Their omnichannel marketing strategy continues to the “cart” phase. This is where a customer shows intent to purchase by adding an item to their cart. At this stage, employing an omnichannel marketing strategy entails completing the entire buying process as well as expanding customer options. If a customer ends up with an abandoned cart, the retargeting ads will bring them back to the website and complete the purchase.
But, omnichannel marketing does not stop there. After the purchase, Vision Body engages in continued customer support as well as updated information on trends and fitness. Their clients are loyal followers and brand ambassadors.
7. Measure and Optimize
Finally, after your framework has been set up and your omnichannel marketing campaign is underway, you must continuously monitor, measure, and optimize. This phase enables the marketing team to determine ways to enhance campaign spend, hone in on key messaging, improve creative ads, advance your targeting. Your omnichannel marketing strategy will improve and evolve over time as you collect and analyze more customer data. Regular monitoring will allow you to know where you’re succeeding, as well as how to forecast and plan your marketing spend. A finely tuned omnichannel marketing strategy builds ROI and delivers by growing your customer database and cultivating sales through client retention.
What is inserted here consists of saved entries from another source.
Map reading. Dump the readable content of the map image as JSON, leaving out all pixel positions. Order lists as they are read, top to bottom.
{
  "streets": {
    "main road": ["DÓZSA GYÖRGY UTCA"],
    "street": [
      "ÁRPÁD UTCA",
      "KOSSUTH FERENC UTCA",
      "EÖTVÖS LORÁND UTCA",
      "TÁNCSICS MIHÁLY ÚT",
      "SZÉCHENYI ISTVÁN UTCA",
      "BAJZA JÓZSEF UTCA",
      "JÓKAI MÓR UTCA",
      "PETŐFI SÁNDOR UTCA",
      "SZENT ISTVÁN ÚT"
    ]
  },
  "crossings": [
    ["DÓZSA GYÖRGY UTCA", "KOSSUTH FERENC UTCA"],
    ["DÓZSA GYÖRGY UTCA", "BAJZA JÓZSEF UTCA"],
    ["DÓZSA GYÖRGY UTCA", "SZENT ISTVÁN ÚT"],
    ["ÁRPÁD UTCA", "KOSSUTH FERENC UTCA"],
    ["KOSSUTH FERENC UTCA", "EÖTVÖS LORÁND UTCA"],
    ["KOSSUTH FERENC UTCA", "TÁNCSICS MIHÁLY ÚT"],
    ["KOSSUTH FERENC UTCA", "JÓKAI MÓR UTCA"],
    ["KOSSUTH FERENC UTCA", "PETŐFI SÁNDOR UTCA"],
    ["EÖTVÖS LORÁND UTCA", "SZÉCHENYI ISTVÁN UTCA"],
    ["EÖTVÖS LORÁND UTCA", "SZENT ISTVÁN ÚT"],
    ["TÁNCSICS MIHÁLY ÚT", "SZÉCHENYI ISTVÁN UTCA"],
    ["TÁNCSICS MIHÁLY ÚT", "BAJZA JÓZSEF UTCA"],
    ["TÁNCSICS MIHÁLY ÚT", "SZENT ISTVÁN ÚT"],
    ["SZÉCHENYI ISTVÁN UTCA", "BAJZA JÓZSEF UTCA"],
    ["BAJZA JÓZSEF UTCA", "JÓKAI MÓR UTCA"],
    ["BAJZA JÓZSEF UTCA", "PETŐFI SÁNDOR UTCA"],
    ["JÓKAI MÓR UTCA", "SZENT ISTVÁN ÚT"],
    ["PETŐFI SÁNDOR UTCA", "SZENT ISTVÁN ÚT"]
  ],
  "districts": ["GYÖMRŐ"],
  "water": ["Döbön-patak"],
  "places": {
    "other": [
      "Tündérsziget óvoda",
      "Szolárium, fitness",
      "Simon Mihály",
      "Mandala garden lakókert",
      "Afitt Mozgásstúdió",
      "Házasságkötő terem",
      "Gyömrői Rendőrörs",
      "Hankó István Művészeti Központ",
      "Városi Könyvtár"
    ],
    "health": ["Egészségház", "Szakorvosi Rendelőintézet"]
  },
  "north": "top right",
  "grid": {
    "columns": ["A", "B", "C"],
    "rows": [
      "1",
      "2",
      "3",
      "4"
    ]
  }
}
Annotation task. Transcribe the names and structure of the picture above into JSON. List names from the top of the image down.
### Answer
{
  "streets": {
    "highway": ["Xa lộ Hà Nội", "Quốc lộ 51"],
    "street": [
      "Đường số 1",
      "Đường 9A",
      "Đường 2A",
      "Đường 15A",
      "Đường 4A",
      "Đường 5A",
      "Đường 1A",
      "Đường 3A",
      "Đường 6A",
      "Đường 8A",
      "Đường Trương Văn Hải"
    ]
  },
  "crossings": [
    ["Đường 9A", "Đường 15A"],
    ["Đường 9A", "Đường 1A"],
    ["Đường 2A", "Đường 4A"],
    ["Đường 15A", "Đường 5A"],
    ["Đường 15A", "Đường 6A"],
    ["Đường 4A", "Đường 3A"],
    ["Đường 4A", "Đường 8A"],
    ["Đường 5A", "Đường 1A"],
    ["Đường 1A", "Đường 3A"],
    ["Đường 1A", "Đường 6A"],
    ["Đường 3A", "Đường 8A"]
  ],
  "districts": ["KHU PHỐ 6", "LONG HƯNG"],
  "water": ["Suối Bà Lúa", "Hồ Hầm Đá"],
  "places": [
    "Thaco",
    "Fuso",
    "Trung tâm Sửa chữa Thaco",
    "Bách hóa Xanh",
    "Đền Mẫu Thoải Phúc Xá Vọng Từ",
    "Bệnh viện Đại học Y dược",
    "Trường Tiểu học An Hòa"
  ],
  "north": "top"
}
Connecting all customer experiences in a seamless, consistent, and effortless way is no easy undertaking. Omnichannel makes this possible by letting multiple channels that already exist work with each other to help the customer improve their own experience. And when customer satisfaction improves, word spreads rapidly among friends, family, and social media, encouraging people who were previously unaware of these opportunities to contact your business.